Reproduce each record below in full, word for word, without images.

── Extracted material

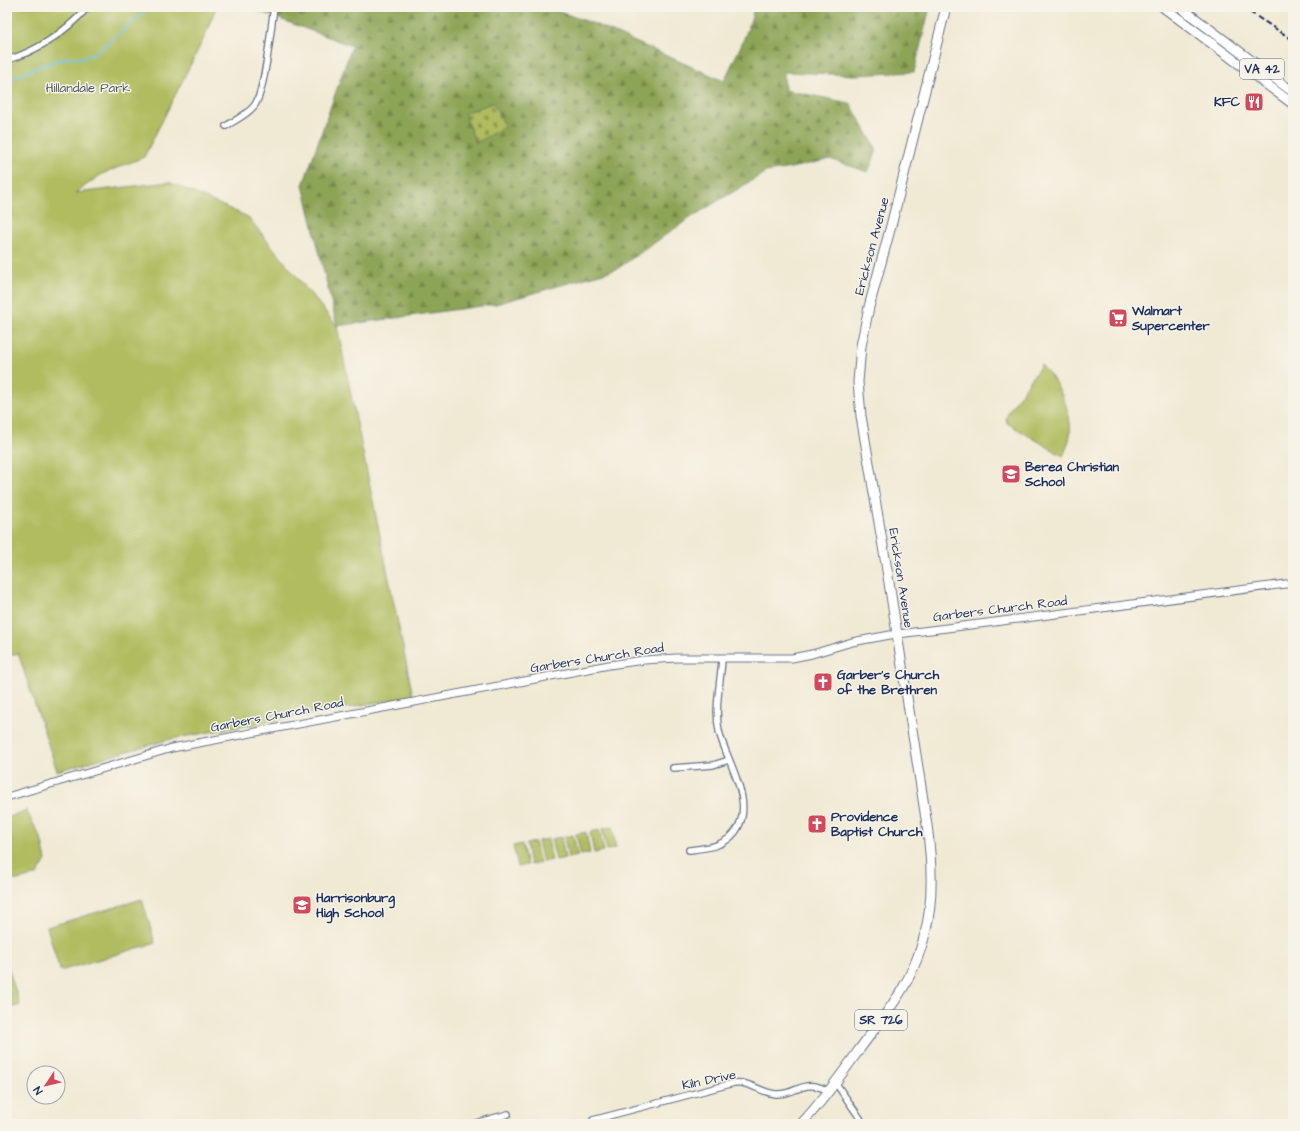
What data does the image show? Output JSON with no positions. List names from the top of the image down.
{
  "streets": {
    "main road": ["VA 42", "Erickson Avenue", "SR 726"],
    "street": ["Garbers Church Road", "Kiln Drive"]
  },
  "crossings": [
    ["Erickson Avenue", "Garbers Church Road"],
    ["Erickson Avenue", "Kiln Drive"]
  ],
  "parks": ["Hillandale Park"],
  "places": {
    "restaurant": ["KFC"],
    "supermarket": ["Walmart Supercenter"],
    "school or university": ["Berea Christian School", "Harrisonburg High School"],
    "church": ["Garber's Church of the Brethren", "Providence Baptist Church"]
  },
  "north": "bottom left"
}
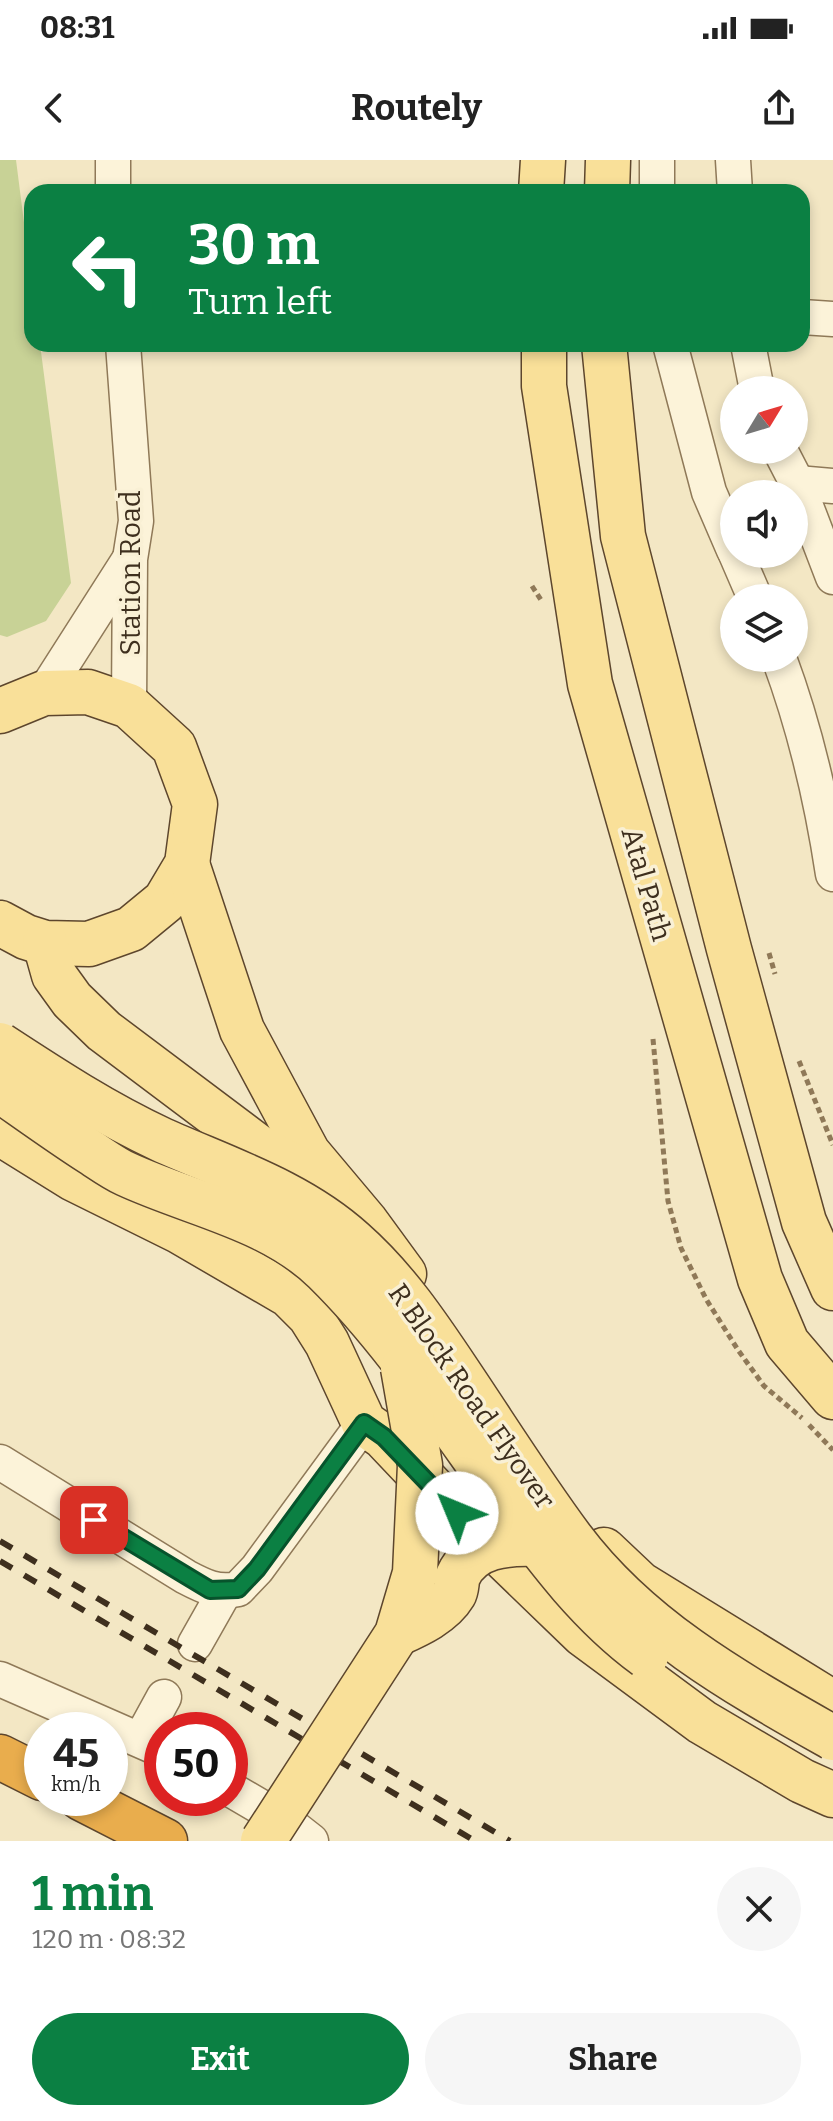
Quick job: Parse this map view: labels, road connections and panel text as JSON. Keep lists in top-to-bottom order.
{
  "streets": {
    "main road": ["Atal Path", "R Block Road Flyover"],
    "street": ["Station Road"]
  },
  "north": "top right",
  "page": {
    "status": "08:31",
    "header": "Routely",
    "turn": ["30 m", "Turn left"],
    "speed": "45 km/h",
    "limit": "50",
    "heading": ["1 min", "120 m · 08:32"],
    "buttons": ["Exit", "Share"]
  }
}
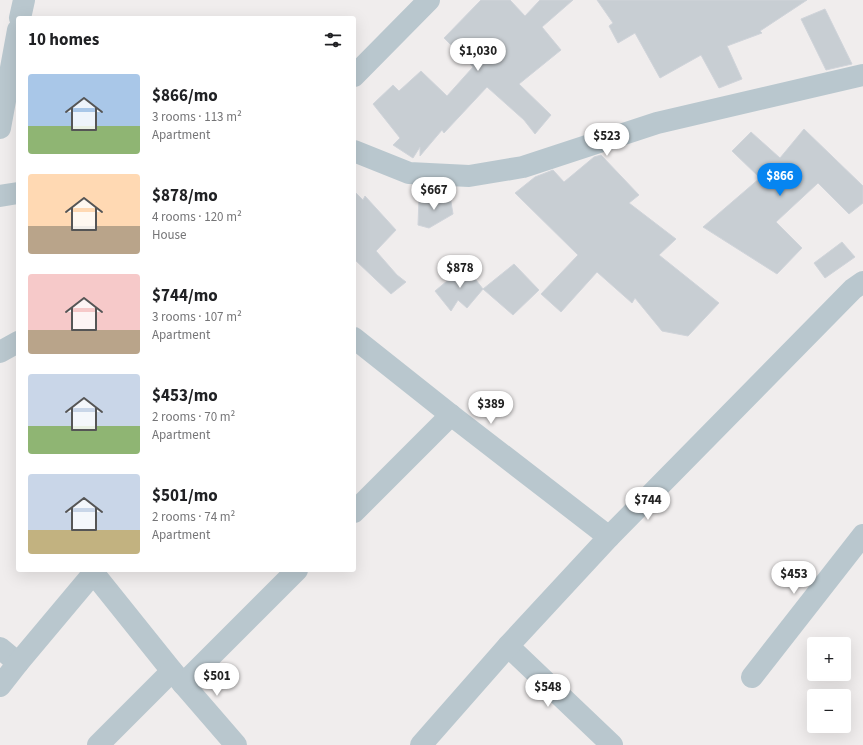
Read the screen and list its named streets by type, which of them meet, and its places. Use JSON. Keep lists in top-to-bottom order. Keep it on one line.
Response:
{"page":{"heading":"10 homes","price":["$1,030","$523","$866","$667","$878","$389","$744","$453","$501","$548"],"list":[{"name":"$866/mo","note":"3 rooms · 113 m² · Apartment"},{"name":"$878/mo","note":"4 rooms · 120 m² · House"},{"name":"$744/mo","note":"3 rooms · 107 m² · Apartment"},{"name":"$453/mo","note":"2 rooms · 70 m² · Apartment"},{"name":"$501/mo","note":"2 rooms · 74 m² · Apartment"}],"map_buttons":["+","−"]}}
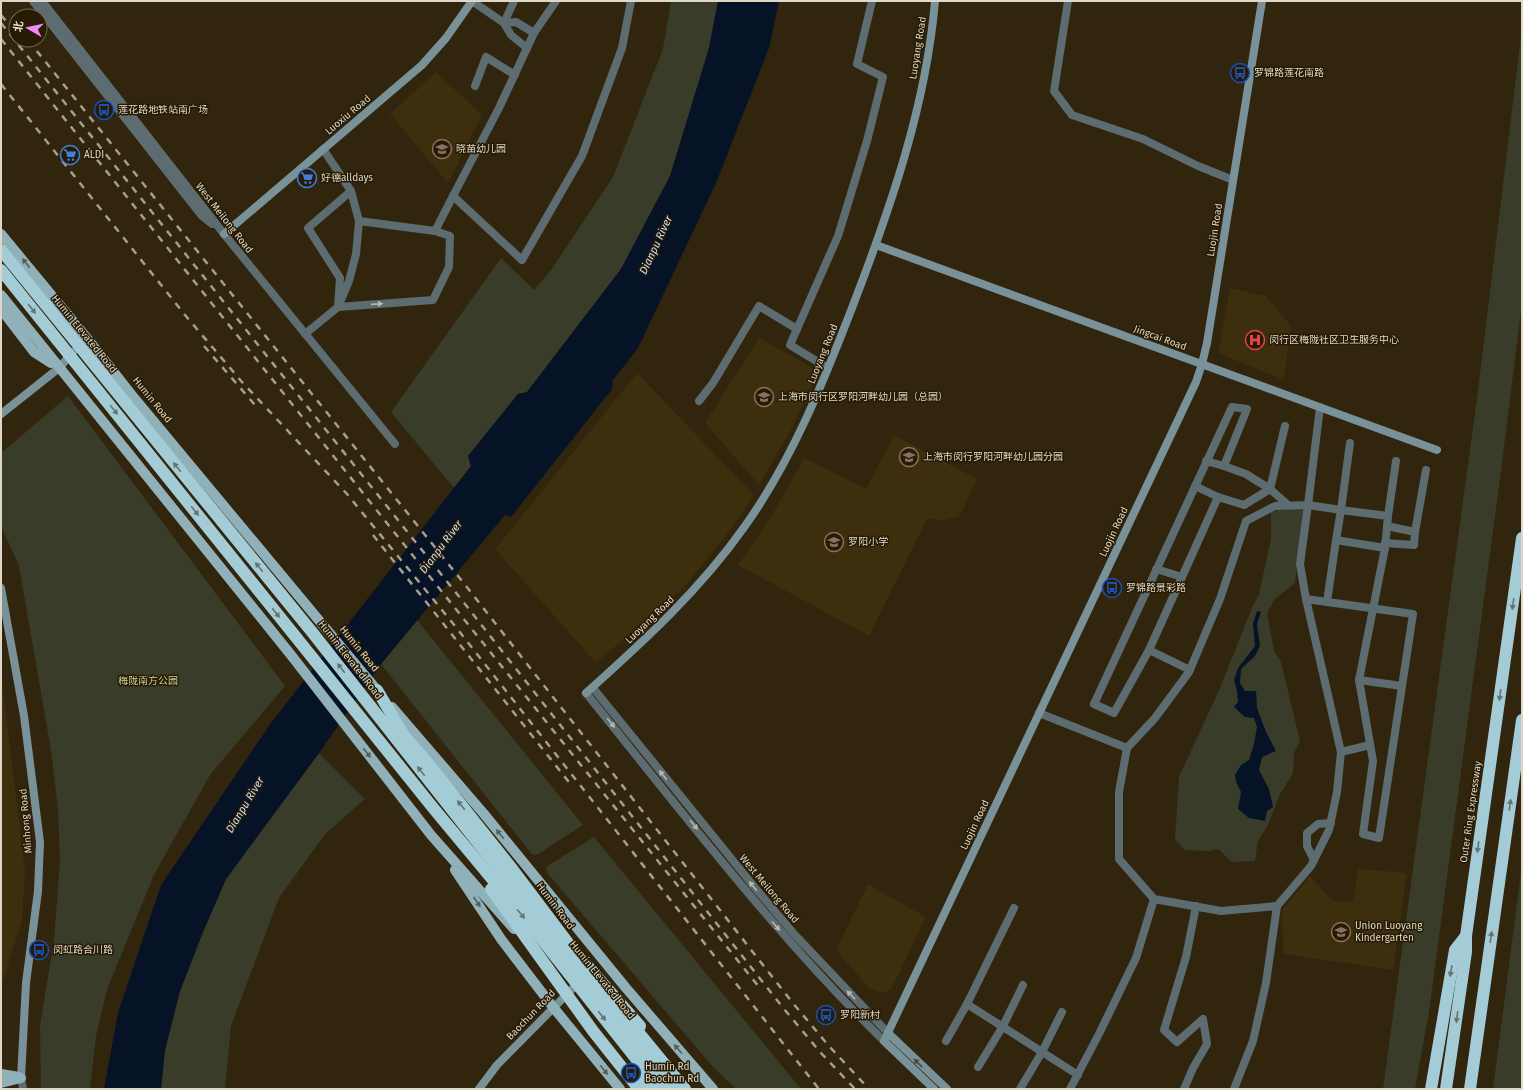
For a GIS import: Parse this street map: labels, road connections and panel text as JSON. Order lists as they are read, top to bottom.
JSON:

────

Output below:
What data does the image show? Output JSON with no positions. List names from the top of the image down.
{
  "streets": {
    "main road": ["VA 42", "Erickson Avenue", "SR 726"],
    "street": ["Garbers Church Road", "Kiln Drive"]
  },
  "crossings": [
    ["Erickson Avenue", "Garbers Church Road"],
    ["Erickson Avenue", "Kiln Drive"]
  ],
  "parks": ["Hillandale Park"],
  "places": {
    "restaurant": ["KFC"],
    "supermarket": ["Walmart Supercenter"],
    "school or university": ["Berea Christian School", "Harrisonburg High School"],
    "church": ["Garber's Church of the Brethren", "Providence Baptist Church"]
  },
  "north": "bottom left"
}
Quick job: Parse this map view: labels, road connections and panel text as JSON. Keep lists in top-to-bottom order.
{
  "streets": {
    "main road": ["Atal Path", "R Block Road Flyover"],
    "street": ["Station Road"]
  },
  "north": "top right",
  "page": {
    "status": "08:31",
    "header": "Routely",
    "turn": ["30 m", "Turn left"],
    "speed": "45 km/h",
    "limit": "50",
    "heading": ["1 min", "120 m · 08:32"],
    "buttons": ["Exit", "Share"]
  }
}
Read the screen and list its named streets by type, which of them meet, and its places. Use JSON. Keep lists in top-to-bottom order. Keep it on one line.
Response:
{"page":{"heading":"10 homes","price":["$1,030","$523","$866","$667","$878","$389","$744","$453","$501","$548"],"list":[{"name":"$866/mo","note":"3 rooms · 113 m² · Apartment"},{"name":"$878/mo","note":"4 rooms · 120 m² · House"},{"name":"$744/mo","note":"3 rooms · 107 m² · Apartment"},{"name":"$453/mo","note":"2 rooms · 70 m² · Apartment"},{"name":"$501/mo","note":"2 rooms · 74 m² · Apartment"}],"map_buttons":["+","−"]}}
For a GIS import: Parse this street map: labels, road connections and panel text as JSON. Order lists as they are read, top to bottom.
JSON:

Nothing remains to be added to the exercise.